As industries shift from the machine-driven focus of Industry 4.0 to the cooperative vision of Industry 5.0, a new story unfolds. While Industry 4.0 pushed for more automation and less human involvement, it soon became clear that machines, despite their precision, couldn't match human adaptability. This led to the birth of Industry 5.0, highlighting a balance between human insight and machine capability. To make this partnership work, both sides need to understand each other's functions. Machines, being programmable, have behaviors that are predictably mapped out. Humans, on the other hand, carry with them mental models—conceptual frameworks developed during their training—that influence their decision-making. Discrepancies in these mental models are frequently cited as primary contributors to human errors. If the essence of Industry 5.0 is to be realized, it is imperative to unravel and understand these mental models. Yet, a glaring gap emerges when we evaluate how well we understand these two collaborative entities. Traditional evaluations lean heavily on tangible benchmarks such as error frequency, response times, and task outcomes, along with insights from expert operators. These established methods, while valuable, tend to bypass the deeper cognitive processes underlying operator actions.

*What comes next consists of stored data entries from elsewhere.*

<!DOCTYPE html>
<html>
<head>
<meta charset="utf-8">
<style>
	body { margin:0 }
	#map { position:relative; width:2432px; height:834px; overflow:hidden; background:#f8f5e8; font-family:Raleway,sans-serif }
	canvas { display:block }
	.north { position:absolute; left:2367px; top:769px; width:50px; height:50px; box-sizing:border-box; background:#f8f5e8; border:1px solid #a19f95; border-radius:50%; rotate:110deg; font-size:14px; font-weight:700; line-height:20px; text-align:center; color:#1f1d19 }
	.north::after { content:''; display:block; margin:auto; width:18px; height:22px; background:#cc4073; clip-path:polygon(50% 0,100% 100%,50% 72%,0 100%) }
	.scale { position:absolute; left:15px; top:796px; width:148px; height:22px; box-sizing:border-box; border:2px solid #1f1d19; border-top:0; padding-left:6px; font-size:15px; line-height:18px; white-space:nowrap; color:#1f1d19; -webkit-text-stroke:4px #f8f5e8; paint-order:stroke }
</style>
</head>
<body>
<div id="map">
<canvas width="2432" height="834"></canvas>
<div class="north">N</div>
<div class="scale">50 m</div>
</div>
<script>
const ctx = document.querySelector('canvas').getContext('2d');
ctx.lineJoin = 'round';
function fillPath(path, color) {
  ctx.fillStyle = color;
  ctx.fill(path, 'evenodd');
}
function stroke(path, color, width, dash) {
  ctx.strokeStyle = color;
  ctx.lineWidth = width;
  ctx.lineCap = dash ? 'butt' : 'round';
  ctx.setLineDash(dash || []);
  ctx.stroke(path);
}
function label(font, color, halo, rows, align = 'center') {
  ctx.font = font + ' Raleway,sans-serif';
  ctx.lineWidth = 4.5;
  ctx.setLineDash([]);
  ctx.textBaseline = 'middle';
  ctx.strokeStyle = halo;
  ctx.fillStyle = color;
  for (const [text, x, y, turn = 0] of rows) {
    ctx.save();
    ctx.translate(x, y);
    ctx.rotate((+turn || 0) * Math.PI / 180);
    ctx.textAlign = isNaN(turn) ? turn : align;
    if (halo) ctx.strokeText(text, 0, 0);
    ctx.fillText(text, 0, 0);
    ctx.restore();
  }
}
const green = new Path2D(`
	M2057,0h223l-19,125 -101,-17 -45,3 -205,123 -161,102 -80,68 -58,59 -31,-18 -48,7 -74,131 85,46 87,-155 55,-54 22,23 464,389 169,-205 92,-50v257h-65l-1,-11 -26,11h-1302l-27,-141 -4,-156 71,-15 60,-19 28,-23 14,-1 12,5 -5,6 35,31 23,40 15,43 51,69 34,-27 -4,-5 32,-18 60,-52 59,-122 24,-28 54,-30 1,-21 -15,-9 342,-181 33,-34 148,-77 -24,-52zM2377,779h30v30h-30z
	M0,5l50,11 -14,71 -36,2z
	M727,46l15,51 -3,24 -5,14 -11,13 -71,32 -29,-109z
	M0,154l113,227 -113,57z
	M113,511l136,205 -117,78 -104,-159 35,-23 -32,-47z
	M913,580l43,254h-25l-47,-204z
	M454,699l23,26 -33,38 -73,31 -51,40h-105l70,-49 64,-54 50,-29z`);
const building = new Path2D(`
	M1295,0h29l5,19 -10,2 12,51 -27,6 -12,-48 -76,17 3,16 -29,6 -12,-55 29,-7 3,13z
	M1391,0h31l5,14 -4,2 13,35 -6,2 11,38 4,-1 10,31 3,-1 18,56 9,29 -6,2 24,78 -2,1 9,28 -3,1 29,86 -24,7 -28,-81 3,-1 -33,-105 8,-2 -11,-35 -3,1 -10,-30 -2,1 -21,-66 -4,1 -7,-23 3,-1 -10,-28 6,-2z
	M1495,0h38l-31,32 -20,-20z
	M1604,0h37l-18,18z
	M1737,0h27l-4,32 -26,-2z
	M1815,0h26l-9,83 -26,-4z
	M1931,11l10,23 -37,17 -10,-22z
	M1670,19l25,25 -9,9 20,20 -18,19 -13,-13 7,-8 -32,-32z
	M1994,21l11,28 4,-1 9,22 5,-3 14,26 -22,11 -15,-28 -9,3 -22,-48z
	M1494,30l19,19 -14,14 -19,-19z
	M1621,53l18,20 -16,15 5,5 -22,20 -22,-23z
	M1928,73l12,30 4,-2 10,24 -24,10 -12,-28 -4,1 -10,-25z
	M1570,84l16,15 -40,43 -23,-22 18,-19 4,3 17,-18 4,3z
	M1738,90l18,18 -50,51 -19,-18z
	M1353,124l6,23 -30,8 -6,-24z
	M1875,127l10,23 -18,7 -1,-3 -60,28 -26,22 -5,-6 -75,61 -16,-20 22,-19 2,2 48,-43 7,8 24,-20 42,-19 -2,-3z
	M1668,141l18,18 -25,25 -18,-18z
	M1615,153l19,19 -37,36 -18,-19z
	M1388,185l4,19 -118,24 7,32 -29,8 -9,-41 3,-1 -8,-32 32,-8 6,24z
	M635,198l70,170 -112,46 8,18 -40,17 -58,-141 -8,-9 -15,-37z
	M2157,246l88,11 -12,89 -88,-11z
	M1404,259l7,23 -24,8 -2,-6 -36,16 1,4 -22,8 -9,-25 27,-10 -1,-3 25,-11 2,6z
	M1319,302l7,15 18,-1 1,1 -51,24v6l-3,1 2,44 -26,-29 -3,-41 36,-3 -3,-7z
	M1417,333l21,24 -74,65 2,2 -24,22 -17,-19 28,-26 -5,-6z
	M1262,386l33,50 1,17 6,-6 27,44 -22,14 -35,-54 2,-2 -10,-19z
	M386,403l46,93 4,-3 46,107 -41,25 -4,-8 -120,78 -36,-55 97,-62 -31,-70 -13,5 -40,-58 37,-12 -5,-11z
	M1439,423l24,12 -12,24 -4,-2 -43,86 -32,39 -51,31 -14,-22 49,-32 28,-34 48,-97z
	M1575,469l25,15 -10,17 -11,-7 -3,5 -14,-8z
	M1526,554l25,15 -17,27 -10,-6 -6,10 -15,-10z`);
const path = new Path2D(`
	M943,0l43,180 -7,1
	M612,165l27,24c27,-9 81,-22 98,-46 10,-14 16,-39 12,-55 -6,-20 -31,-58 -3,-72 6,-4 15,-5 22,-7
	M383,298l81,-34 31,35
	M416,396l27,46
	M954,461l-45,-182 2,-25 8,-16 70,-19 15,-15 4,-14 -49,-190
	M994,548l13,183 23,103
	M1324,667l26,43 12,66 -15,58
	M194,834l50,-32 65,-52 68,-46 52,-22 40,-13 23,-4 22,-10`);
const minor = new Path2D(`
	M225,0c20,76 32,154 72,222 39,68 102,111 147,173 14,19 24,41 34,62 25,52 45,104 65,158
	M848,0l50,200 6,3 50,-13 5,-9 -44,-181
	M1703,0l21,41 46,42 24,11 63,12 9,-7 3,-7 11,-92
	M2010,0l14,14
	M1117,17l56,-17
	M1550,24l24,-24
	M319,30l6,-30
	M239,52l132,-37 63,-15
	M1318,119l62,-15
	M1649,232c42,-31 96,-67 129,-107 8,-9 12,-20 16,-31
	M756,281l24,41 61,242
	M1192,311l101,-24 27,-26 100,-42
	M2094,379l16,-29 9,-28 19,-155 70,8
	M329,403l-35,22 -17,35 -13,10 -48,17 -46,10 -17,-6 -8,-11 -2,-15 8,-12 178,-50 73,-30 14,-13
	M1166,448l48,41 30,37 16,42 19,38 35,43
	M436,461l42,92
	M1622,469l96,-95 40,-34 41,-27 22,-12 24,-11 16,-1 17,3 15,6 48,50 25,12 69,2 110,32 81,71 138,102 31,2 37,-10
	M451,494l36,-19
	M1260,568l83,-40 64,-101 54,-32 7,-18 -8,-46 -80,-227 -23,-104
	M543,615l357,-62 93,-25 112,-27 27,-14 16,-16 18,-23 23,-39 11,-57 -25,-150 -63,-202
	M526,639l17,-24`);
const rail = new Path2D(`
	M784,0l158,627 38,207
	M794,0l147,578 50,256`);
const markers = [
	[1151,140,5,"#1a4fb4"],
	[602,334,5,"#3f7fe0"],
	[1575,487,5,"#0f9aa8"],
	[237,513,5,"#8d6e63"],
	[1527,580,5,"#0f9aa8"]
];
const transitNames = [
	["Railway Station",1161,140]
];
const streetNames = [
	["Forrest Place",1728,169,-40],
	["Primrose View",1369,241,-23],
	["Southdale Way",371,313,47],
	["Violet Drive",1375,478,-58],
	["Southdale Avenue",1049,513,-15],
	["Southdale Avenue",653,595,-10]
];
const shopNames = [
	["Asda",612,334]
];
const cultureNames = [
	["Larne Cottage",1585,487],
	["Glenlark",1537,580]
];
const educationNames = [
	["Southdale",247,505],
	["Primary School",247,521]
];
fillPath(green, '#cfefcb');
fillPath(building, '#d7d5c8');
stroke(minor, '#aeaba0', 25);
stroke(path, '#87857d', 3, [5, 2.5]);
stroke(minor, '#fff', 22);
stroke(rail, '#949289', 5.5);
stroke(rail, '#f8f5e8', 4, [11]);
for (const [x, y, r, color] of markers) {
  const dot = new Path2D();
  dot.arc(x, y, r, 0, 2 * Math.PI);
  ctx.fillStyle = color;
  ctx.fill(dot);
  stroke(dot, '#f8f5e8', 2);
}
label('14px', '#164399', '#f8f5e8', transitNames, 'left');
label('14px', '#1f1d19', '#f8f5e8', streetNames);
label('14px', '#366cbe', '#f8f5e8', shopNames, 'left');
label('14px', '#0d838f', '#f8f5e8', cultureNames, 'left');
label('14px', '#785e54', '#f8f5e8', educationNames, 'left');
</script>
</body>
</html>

With modern advancements, however, we are now equipped with state-of-the-art sensor technology, including eye-tracking technology. This thesis seeks to develop quantitative performance metrics using eye-tracking tailored to assess cognitive performance. Transitioning from the broader context of Industry 5.0, it becomes evident that the success of this human-centric approach rests on the bedrock of understanding operators' mental models.
Generally, there are two types of industrial operators: control room operators and field operators. Control room operators, often considered the nerve center of industrial operations, are stationed in front of panels. They sift through a deluge of data, making decisions that steer the larger process. To understand their cognitive dynamics, we employed screen-based eye tracking. This allowed us to delve deep into their attention patterns. Quantitative measures were developed using Fixation Transition Entropy (FTE), Correspondence Analysis (CA), and Hidden Markov Model (HMM) to objectively evaluate operator performance. The FTE provides quantitative information about the operator’s eye gaze transitions on the Human-Machine Interface (HMI). Metrics developed using Correspondence Analysis (CA) – association and salience metrics – went a step further, pinpointing the specific process variables that captivated their attention, especially during process abnormalities. With the intent of understanding the underlying cognitive frameworks opera tors rely on, the Hidden Markov Model (HMM) provided a mathematical blueprint of their evolving thought processes during operations. Two axioms of learning are derived from the proposed HMM-based mental models. These axioms help evaluate operator training in terms of understanding causal relationships and proactive monitoring strategies.
Yet, industries aren't solely steered by those behind the panels. Field operators, often the eyes and ears on the ground, interact directly with the processes. Their dynamic work environment, marked by constant movement, renders traditional screen-based eye tracking inadequate. Recognizing this, our study forayed into the use of eye-tracking glasses tailored for field settings. Using the bounding boxes indicative of their gaze, we harnessed the power of Self- Organizing Maps (SOM). This approach clustered similar gaze patterns, illuminating areas of interest and subsequently highlighting key attention zones in a shifting environment. This approach not only redefined our traditional perception of what constitutes an AOI but also pinpointed what truly captures the attention of operators. Furthermore, the method showcased remarkable time efficiency, significantly outperforming manual annotation methods. We also applied this methodology to identify AOIs for control room operators, achieving superior accuracy. By integrating SOM in both these scenarios, we've successfully built a bridge between two distinct operational worlds, giving a holistic perspective on cognitive behaviors across industrial landscapes. We conducted tests on both simulators and pilot plants, which validated the efficiency of these metrics for both operator types. In essence, this research offers a holistic view of operator performance, from panel- based decision-making to on-ground actions, ensuring that their choices are informed, precise, and prioritize safety. The quantitative nature of these metrics sidesteps the pitfalls of subjectivity, championing a consistent, repeatable, and neutral assessment methodology.
In summary, the crux of Industry 5.0 lies in a symbiotic partnership where both human intellect and machine precision work hand in hand. To realize this vision, it is vital to understand the cognitive frameworks, or mental models, that guide human decision-making in this partnership. Traditional evaluation methods often fall short, overlooking the deeper cognitive nuances. This thesis develops novel qunatitivate measures to assess mental models of industrial operators using eye tracking. By unveiling the intricacies of operator’s mental models, industries can tailor training programs, design more intuitive human-machine interfaces, and adapt machine learning algorithms to better align with human thought processes. This fine-tuning ensures a harmonized interaction between humans and machines, fostering a work environment that optimally leverages human intuition alongside machine efficiency, fully realizing the vision of Industry 5.0.